Open Access

ARTICLE

Tunable Optoelectronic and Thermoelectric Properties of Ag/Ga-Doped PbS Surfaces: A DFT Study on Doping and Surface Engineering

Muhammad Jawad¹, Muhammad Mudassir Ahmad Alwi^2,*, Akbar Niaz², Monaf Hodhod³, Noor ul Amin⁴, Fiaz Hussain^5,*

1 Faculty of Science Education, Jeju National University, Jeju, Republic of Korea
2 Department of Materials Engineering, College of Engineering, King Faisal University, Al-Hofuf, Al-Ahsa, Saudi Arabia
3 Department of Mechanical Engineering, College of Engineering, King Faisal University, Al-Hofuf, Al-Ahsa, Saudi Arabia
4 Department of Chemistry, Abdul Wali Khan University Mardan, Mardan, Pakistan
5 Department of Mechanical Engineering, Gachon University, Seongnam-si, Gyeonggi-do, Republic of Korea

* Corresponding Authors: Muhammad Mudassir Ahmad Alwi.
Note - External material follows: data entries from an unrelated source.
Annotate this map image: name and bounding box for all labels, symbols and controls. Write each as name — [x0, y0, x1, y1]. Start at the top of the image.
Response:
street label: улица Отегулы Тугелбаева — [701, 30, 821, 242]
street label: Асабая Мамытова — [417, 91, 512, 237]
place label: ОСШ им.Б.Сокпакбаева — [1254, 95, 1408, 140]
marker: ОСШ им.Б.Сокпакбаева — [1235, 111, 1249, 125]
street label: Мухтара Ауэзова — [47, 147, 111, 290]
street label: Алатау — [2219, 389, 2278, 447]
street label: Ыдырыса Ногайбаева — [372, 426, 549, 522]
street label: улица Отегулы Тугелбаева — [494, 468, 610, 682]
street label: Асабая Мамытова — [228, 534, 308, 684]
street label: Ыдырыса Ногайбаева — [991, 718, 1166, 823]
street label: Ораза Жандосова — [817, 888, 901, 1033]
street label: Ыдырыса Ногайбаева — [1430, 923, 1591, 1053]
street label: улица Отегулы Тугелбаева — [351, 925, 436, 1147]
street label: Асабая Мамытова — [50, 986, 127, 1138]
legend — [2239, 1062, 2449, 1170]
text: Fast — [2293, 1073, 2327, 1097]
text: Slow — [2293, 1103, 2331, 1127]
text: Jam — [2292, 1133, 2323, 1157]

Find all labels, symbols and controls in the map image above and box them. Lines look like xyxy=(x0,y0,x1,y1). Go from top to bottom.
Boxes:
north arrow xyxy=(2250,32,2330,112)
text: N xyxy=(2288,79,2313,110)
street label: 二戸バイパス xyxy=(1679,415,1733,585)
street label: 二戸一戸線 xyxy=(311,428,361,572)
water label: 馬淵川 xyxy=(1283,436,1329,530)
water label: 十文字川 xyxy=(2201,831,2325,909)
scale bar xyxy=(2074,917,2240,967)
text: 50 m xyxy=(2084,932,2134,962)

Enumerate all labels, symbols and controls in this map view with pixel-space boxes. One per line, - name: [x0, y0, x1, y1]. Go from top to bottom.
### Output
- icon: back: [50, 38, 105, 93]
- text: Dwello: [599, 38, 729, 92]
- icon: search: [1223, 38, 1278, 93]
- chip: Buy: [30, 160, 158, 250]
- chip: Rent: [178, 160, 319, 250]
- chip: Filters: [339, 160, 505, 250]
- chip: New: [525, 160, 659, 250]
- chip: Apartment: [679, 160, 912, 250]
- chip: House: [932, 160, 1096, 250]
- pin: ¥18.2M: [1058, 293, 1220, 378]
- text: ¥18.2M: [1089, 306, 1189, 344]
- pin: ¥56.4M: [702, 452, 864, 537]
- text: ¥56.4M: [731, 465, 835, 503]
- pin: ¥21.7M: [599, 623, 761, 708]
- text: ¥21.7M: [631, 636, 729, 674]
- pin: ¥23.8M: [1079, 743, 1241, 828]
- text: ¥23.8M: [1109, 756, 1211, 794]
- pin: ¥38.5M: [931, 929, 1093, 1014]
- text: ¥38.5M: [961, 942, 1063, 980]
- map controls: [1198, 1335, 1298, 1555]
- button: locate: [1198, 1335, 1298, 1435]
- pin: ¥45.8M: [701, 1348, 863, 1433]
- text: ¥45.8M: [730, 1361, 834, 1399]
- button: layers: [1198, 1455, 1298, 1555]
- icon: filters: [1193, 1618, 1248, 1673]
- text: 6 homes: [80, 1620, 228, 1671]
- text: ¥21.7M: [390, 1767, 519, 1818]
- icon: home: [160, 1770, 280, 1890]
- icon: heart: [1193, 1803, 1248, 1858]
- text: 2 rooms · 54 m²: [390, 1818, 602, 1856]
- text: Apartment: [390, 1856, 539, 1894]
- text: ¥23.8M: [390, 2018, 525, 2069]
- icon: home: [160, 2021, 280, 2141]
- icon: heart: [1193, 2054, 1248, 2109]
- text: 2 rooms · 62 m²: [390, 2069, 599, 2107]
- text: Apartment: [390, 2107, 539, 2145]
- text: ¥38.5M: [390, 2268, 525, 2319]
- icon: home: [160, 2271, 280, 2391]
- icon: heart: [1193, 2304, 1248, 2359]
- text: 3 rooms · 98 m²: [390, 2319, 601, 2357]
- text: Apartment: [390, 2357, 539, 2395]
Email: ; Fiaz Hussain. Email:

Computers, Materials & Continua 2026, 88(2), 22 https://doi.org/10.32604/cmc.2026.079905

Received 30 January 2026; Accepted 13 May 2026; Issue published 15 June 2026

Abstract

Lead sulfide (PbS) is a narrow bandgap IV–VI semiconductor with important applications in infrared optoelectronics and thermoelectric energy conversion. Surface engineering and controlled doping provide effective strategies for tuning its electronic and optical properties. In this work, the structural, electronic, optical, and thermoelectric properties of bulk PbS, pristine PbS (110) surfaces, and Ga- and Ag-doped PbS (110) surfaces are systematically investigated using density functional theory within the full-potential linearized augmented plane wave framework. The calculated lattice constant of bulk PbS is 5.88 Å, which agrees well with experimental data. Electronic structure calculations show that bulk PbS exhibits a direct bandgap of 0.75 eV at the L point. The pristine PbS (110) surface shows an enlarged bandgap of 1.07 eV due to surface quantum confinement. Surface doping strongly modifies the electronic structure. Ag doping increases the bandgap to 1.24 eV through donor-like states, whereas Ga doping slightly reduces it to 1.01 eV by introducing acceptor states near the valence band. These electronic modifications lead to significant changes in optical behavior, including enhanced absorption in the visible and near-infrared regions and tunable dielectric response. Thermoelectric analysis reveals that the pristine surface exhibits a high power factor of approximately 4.0 × 10¹¹ W/m·K² at 300 K, while bulk PbS reaches a maximum value of 4.7 × 10¹¹ W/m·K² at 800 K. These results demonstrate that dopant-induced band modulation and surface engineering provide an effective approach for tuning the optoelectronic and thermoelectric performance of PbS-based nanostructures for advanced energy and photonic applications.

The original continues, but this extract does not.